The input section start

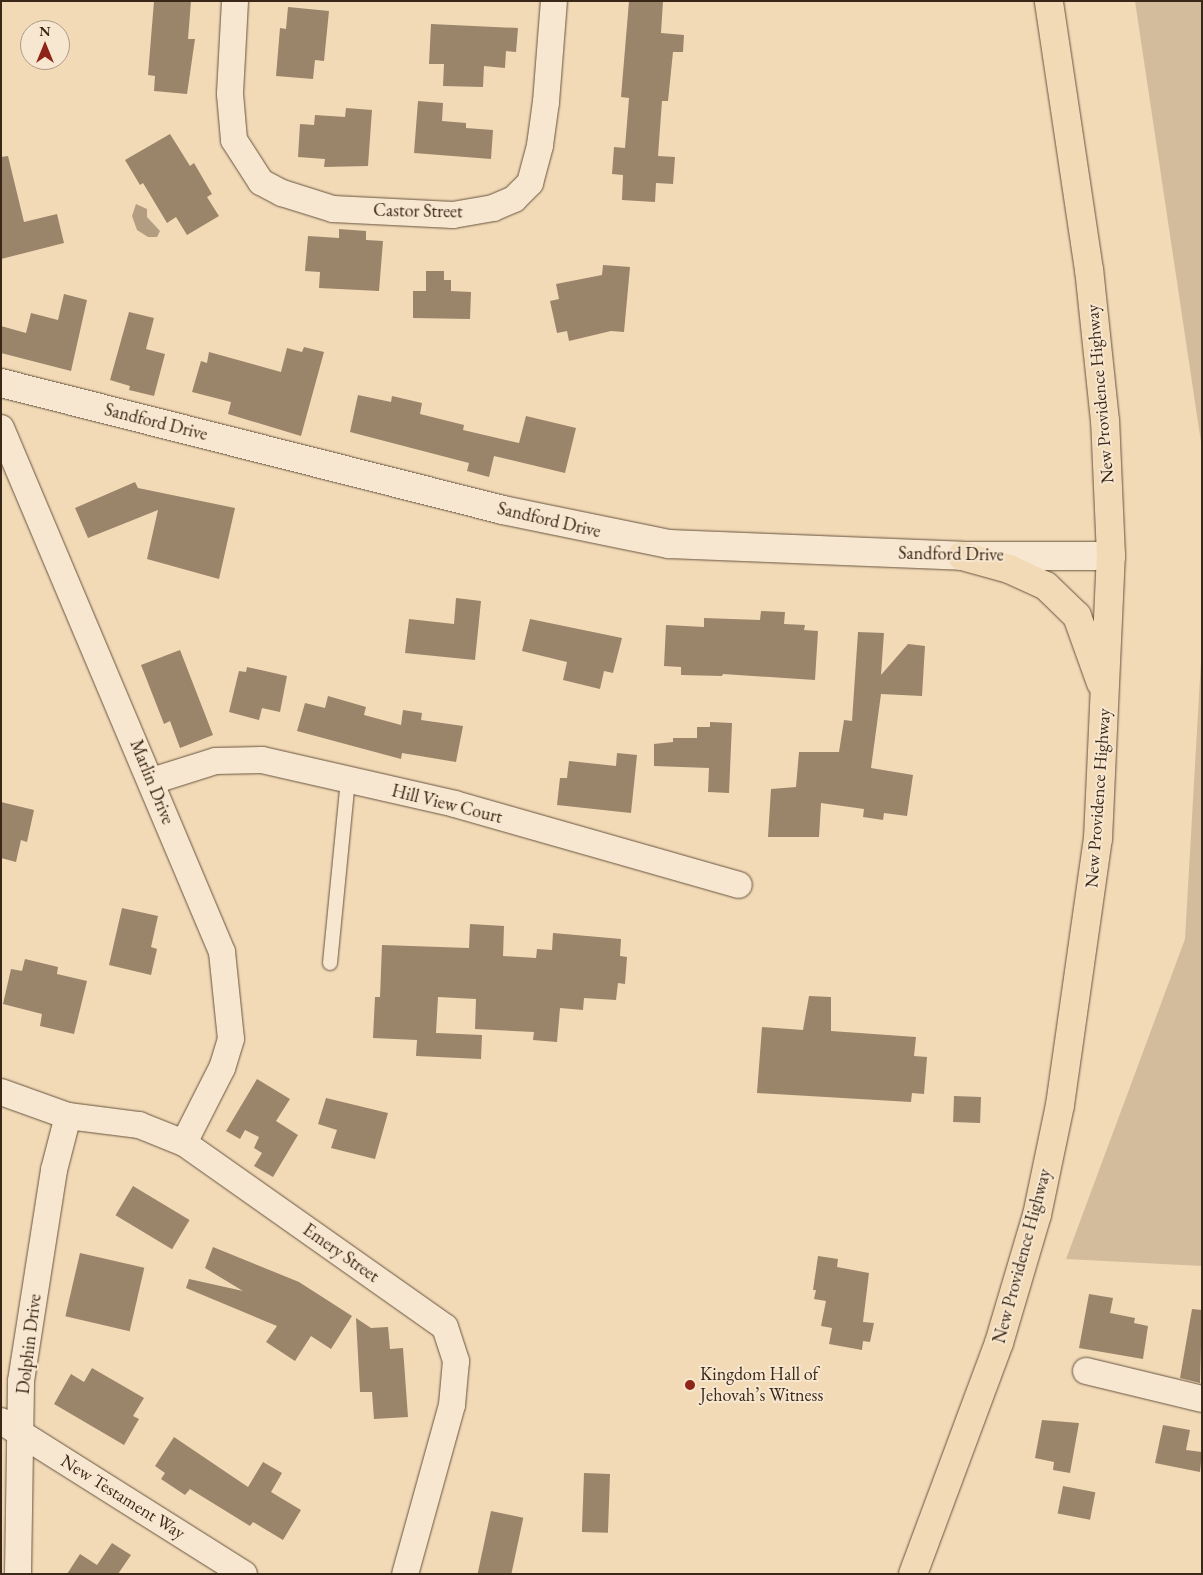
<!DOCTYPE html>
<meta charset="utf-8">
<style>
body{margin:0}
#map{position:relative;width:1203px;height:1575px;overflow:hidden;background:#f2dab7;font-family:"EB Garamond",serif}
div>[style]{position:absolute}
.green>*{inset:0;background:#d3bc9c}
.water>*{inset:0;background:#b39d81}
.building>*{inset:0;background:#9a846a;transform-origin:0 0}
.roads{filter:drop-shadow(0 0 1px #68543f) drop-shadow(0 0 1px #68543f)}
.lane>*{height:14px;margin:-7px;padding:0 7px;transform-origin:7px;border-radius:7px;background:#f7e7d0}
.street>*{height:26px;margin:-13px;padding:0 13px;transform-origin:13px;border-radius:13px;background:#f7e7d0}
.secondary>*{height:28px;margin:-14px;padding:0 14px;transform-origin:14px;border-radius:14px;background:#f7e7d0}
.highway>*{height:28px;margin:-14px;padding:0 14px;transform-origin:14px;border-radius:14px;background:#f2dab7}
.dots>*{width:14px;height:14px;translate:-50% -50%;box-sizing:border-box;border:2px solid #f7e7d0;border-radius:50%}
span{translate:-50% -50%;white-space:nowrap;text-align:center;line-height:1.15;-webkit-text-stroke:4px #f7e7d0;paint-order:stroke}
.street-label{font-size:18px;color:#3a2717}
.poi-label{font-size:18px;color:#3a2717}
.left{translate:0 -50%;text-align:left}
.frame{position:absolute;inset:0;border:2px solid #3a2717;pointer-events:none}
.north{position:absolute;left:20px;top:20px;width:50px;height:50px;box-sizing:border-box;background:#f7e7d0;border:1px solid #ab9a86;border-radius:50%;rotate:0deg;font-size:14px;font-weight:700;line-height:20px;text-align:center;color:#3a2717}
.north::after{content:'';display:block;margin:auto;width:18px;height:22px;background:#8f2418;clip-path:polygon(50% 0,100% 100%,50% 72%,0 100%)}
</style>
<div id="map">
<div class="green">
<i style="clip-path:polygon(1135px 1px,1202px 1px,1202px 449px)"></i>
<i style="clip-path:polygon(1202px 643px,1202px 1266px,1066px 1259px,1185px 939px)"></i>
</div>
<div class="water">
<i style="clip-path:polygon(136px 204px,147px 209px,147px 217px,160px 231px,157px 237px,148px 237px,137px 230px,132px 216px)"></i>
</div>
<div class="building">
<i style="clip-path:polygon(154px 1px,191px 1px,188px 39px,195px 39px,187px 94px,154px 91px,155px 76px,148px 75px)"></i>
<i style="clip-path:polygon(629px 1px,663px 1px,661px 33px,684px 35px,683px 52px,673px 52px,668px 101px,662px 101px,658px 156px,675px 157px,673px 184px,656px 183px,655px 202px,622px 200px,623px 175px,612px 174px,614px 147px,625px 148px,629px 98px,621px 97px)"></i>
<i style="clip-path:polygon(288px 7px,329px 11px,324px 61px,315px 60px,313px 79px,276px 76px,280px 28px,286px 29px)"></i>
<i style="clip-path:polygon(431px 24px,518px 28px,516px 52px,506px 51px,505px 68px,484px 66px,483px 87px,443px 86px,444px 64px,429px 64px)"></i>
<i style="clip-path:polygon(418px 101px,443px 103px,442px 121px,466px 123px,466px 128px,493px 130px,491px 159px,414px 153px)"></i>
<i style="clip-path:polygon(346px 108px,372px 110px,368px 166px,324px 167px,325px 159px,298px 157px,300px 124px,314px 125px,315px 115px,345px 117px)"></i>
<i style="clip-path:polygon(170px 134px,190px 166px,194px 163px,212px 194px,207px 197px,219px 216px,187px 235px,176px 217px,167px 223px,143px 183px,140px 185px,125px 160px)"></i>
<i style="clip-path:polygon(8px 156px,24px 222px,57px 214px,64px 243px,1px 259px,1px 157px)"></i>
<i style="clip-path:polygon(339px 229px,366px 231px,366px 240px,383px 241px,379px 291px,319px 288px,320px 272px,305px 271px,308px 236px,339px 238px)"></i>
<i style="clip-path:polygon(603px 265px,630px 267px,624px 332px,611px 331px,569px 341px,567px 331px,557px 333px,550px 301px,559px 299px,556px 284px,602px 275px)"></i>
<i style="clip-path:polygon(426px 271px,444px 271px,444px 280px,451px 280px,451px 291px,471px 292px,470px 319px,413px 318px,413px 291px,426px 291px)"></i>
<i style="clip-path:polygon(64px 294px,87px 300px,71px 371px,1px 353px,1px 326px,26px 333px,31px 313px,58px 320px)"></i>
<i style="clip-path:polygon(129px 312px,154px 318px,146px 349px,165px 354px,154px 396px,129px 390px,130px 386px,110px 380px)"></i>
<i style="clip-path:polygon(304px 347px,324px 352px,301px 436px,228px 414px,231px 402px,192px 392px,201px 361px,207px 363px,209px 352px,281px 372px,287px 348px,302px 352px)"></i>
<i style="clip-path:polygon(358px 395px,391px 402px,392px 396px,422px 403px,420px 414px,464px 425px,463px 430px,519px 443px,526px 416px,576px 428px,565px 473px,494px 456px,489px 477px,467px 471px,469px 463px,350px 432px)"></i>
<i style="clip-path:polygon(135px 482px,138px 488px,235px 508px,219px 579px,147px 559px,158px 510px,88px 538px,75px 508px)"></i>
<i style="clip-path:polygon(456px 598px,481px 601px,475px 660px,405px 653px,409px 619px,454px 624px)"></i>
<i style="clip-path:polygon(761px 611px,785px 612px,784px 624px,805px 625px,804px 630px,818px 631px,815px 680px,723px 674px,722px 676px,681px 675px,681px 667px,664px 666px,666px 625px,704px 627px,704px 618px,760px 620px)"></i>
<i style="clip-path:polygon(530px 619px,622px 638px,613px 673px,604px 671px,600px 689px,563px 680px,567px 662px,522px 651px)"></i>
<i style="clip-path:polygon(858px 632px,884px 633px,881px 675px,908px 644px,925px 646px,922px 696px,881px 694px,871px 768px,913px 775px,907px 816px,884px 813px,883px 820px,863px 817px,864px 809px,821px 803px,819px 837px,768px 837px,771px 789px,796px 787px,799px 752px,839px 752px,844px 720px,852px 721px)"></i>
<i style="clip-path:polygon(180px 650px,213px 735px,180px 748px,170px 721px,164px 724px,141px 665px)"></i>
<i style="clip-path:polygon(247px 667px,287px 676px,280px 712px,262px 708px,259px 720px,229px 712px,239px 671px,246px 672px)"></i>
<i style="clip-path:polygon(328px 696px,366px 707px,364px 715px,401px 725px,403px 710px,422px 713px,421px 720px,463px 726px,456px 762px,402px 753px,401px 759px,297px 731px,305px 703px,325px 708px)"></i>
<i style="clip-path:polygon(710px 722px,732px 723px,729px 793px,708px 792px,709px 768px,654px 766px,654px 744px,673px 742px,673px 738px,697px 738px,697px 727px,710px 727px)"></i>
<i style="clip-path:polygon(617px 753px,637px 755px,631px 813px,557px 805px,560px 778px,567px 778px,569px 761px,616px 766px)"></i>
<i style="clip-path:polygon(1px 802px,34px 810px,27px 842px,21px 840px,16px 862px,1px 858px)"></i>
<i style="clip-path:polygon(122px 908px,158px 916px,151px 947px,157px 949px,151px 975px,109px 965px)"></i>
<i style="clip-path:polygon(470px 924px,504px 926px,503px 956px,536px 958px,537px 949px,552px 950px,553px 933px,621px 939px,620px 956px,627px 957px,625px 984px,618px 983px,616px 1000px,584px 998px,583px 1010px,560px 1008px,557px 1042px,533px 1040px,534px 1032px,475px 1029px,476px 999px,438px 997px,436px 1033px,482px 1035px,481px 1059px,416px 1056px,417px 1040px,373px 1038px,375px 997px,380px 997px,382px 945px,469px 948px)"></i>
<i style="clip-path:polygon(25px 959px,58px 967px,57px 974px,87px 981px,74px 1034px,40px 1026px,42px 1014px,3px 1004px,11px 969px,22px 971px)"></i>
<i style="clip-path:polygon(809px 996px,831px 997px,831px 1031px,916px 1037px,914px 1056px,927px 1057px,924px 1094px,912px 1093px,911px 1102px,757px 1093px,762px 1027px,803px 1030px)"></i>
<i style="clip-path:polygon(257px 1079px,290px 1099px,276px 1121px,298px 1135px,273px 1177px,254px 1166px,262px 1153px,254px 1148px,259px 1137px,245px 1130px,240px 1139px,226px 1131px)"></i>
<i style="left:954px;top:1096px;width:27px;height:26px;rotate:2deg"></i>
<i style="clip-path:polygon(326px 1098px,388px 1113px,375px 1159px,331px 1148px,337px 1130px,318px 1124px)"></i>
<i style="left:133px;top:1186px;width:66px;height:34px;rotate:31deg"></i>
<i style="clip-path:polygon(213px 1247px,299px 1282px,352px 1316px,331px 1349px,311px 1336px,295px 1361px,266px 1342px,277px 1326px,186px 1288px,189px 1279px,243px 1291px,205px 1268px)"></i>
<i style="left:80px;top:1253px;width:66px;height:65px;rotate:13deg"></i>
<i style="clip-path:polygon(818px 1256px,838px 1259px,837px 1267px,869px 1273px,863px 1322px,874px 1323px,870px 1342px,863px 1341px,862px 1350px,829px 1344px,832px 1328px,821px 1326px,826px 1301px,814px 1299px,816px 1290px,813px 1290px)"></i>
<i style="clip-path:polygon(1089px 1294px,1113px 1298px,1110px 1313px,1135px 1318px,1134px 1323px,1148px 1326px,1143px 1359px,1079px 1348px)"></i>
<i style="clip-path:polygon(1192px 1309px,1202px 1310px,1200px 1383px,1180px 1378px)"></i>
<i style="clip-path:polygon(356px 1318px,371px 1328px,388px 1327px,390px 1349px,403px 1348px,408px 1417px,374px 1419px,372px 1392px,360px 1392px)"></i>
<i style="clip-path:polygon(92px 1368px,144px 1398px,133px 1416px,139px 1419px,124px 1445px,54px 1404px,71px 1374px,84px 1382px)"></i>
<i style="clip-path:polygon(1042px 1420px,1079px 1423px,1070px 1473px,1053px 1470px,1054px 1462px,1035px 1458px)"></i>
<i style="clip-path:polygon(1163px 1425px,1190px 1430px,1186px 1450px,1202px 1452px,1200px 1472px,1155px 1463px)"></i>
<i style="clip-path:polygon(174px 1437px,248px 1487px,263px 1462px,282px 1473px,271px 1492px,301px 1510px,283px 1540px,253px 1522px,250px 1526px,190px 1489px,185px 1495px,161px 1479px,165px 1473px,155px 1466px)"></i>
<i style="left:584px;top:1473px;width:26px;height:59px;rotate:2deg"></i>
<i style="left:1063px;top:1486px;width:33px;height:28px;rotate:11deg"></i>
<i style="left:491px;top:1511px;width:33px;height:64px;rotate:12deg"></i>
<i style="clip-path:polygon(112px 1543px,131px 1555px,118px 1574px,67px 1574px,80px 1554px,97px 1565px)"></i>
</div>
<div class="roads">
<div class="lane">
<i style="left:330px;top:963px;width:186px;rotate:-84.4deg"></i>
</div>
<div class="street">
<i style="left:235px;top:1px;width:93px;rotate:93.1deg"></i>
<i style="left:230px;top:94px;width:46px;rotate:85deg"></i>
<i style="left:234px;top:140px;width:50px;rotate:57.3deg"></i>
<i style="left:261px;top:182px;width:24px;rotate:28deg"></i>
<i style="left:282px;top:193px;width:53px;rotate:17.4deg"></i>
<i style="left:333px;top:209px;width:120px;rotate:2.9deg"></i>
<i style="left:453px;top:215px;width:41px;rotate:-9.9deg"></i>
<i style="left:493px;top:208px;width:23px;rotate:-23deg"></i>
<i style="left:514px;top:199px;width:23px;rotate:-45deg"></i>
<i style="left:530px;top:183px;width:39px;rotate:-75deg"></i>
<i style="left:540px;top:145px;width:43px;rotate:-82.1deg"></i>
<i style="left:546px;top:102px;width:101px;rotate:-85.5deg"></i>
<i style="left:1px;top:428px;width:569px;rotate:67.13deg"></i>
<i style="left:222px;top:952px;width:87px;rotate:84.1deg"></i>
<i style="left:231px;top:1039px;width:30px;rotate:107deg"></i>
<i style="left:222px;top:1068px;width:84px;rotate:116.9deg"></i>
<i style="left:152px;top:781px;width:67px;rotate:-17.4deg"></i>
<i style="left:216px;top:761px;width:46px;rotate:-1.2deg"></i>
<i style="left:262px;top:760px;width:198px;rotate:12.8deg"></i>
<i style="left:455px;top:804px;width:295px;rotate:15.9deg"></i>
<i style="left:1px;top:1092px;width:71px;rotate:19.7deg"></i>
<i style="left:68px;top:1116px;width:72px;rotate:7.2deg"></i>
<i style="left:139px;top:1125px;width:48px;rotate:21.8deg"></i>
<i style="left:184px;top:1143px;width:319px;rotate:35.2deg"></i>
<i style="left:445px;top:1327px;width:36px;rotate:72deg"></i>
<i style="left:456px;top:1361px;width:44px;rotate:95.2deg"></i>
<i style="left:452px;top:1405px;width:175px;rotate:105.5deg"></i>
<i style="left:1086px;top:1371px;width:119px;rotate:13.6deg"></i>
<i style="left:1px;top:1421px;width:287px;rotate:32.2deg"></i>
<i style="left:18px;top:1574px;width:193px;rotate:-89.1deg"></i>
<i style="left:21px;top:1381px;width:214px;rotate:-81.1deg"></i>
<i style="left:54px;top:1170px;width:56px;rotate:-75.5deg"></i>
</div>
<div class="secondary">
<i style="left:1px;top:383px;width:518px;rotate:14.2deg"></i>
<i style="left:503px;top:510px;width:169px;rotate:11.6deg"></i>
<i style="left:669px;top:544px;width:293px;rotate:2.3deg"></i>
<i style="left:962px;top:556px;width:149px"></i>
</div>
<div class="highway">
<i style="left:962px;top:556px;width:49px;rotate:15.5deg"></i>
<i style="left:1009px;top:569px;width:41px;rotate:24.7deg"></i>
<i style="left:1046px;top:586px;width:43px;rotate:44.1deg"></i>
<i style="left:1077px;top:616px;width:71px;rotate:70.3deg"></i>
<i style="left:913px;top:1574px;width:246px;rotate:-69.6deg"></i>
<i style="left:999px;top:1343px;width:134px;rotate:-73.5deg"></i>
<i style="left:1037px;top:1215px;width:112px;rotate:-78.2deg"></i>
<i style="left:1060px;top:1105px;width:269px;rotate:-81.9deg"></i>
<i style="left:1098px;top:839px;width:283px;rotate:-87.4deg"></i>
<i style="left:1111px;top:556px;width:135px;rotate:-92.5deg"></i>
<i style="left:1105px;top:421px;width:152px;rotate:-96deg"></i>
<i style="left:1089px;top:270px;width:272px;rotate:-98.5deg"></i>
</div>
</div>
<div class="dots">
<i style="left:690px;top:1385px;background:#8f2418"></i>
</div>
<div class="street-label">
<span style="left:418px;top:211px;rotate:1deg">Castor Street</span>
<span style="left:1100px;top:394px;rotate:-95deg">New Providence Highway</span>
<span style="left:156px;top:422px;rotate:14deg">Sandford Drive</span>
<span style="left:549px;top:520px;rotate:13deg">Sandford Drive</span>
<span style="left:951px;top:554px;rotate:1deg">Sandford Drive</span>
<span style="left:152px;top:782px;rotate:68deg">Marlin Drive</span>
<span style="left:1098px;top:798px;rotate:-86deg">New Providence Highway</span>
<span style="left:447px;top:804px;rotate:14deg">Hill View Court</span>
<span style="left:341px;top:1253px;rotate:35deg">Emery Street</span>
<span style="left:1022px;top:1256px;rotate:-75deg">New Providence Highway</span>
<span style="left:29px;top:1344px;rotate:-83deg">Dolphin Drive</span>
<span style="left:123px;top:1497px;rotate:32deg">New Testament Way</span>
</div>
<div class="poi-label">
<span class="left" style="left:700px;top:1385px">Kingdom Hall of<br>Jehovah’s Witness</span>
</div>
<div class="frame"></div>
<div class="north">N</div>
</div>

The input section end

→ **Task brief**
Each line above that contains the word "water" should be returned.

→ **Solution for this problem**
.water>*{inset:0;background:#b39d81}
<div class="water">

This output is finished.